CABOSUN is a randomized, open-label, active-controlled phase II trial that enrolled 157 patients with aRCC determined to be intermediate- or poor-risk per IMDC criteria. Patients were randomized 1:1 to receive cabozantinib (60 mg once daily) or sunitinib (50 mg once daily, four weeks on followed by two weeks off). The primary endpoint was PFS. Secondary endpoints included overall survival and objective response rate. Eligible patients were required to have locally advanced or metastatic clear-cell RCC, ECOG performance status 0-2, and had to be intermediate- or poor-risk per IMDC criteria (Heng, JCO, 2009).[ii] Prior systemic treatment for RCC was not permitted.
About advanced Renal Cell Carcinoma
With the incidence predicted to rise 22% by 2020, renal cell carcinoma (RCC) threatens to become one of the fastest growing cancers in the world.[iii] Targeted therapies including tyrosine kinase inhibitors (TKIs) of the VEGF receptor (VEGFR) introduced a decade ago, significantly transformed the treatment landscape of aRCC.[iv]
The American Cancer Society’s 2017 statistics cite kidney cancer as one of the top ten most commonly diagnosed forms of cancer among both men and women in the U.S.[v] Clear cell RCC is the most common type of kidney cancer in adults.[vi] If detected in its early stages, the five-year survival rate for RCC is high. For patients with advanced- or late-stage metastatic RCC, however, the five-year survival rate is only 12% with no identified cure for the disease.[vii] Approximately 30,000 patients in the U.S. and 68,000 globally require treatment.[viii]

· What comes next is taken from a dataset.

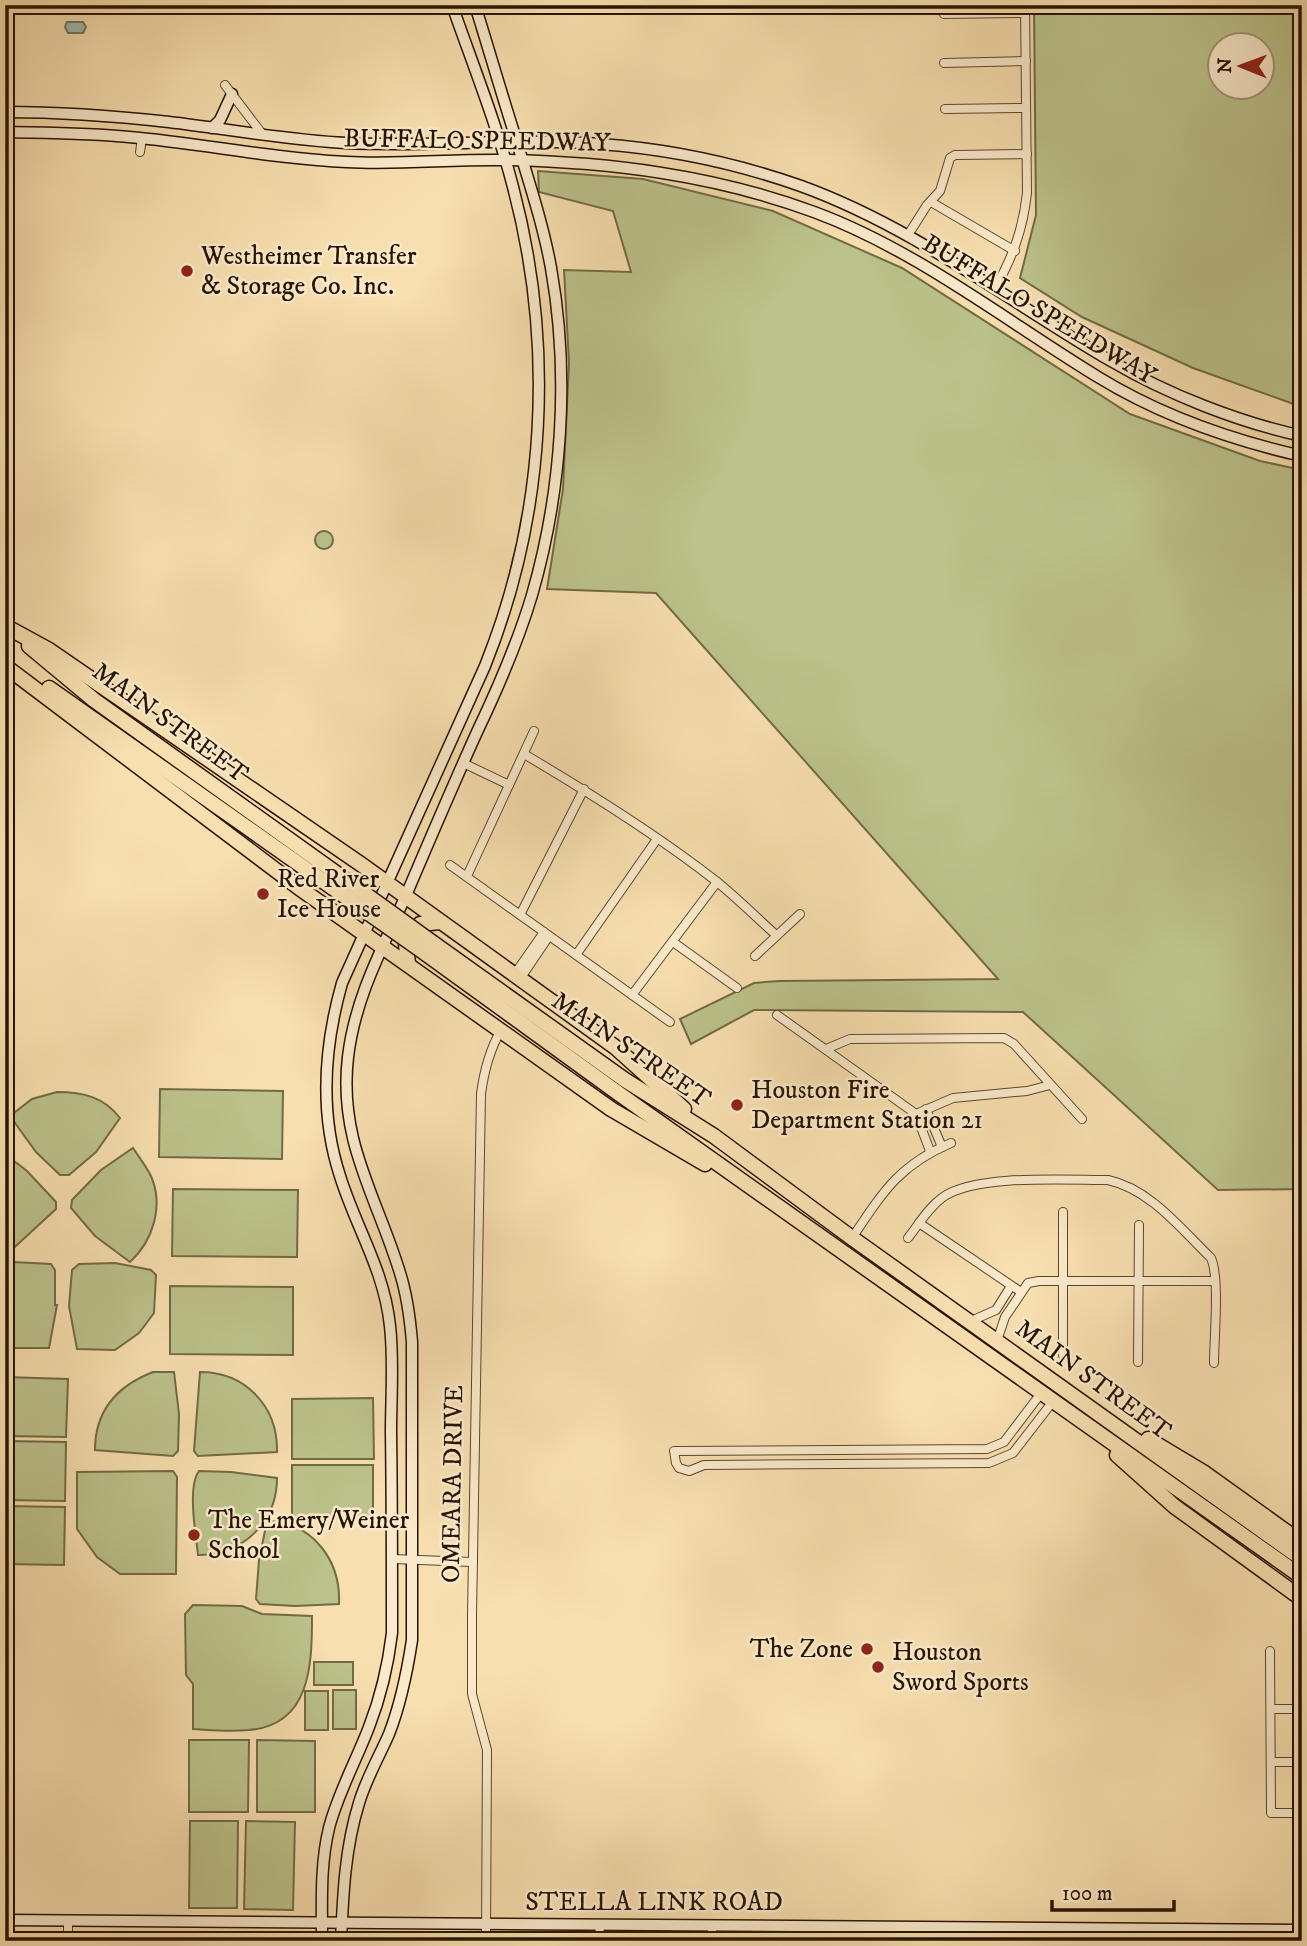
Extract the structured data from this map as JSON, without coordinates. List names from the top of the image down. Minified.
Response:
{"streets":{"highway":["MAIN STREET"],"main road":["BUFFALO SPEEDWAY","STELLA LINK ROAD"],"street":["OMEARA DRIVE"]},"crossings":[["OMEARA DRIVE","STELLA LINK ROAD"]],"places":["Westheimer Transfer & Storage Co. Inc.","Red River Ice House","Houston Fire Department Station 21","The Emery/Weiner School","The Zone","Houston Sword Sports"],"scale_bar":"100 m","north":"left"}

The majority of clear cell RCC tumors have lower than normal levels of a protein called von Hippel-Lindau, which leads to higher levels of MET, AXL, and VEGF.[ix]–[x] These proteins promote tumor angiogenesis (blood vessel growth), growth, invasiveness, and metastasis.[xi], [xii], [xiii], [xiv] MET and AXL may provide escape pathways that drive resistance to VEGFR inhibitors. xii – xv
About CABOMETYX (cabozantinib)
Cabometyx is an oral small molecule inhibitor of receptors, including VEGFR, MET, AXL and RET. In preclinical models, cabozantinib has been shown to inhibit the activity of these receptors, which are involved in normal cellular function and pathologic processes such as tumor angiogenesis, invasiveness, metastasis and drug resistance.
In February of 2016, Exelixis and Ipsen jointly announced an exclusive licensing agreement for the commercialization and further development of cabozantinib indications outside of the United States, Canada and Japan. This agreement was amended in December of 2016 to include commercialization rights for Ipsen in Canada. On April 25, 2016, the FDA approved Cabometyx tablets for the treatment of patients with advanced RCC who have received prior anti-angiogenic therapy and on September 9, 2016, the European Commission approved Cabometyx tablets for the treatment of advanced RCC in adults who have received prior vascular endothelial growth factor (VEGF)-targeted therapy in the European Union, Norway and Iceland. Cabometyx is available in 20 mg, 40 mg or 60 mg doses. The recommended dose is 60 mg orally, once daily.
On September 8, 2017, Ipsen announced that the EMA validated the application for cabozantinib as a treatment for first-line advanced RCC in the European Union; on March 22 2018, the CHMP issued a positive opinion for this indication.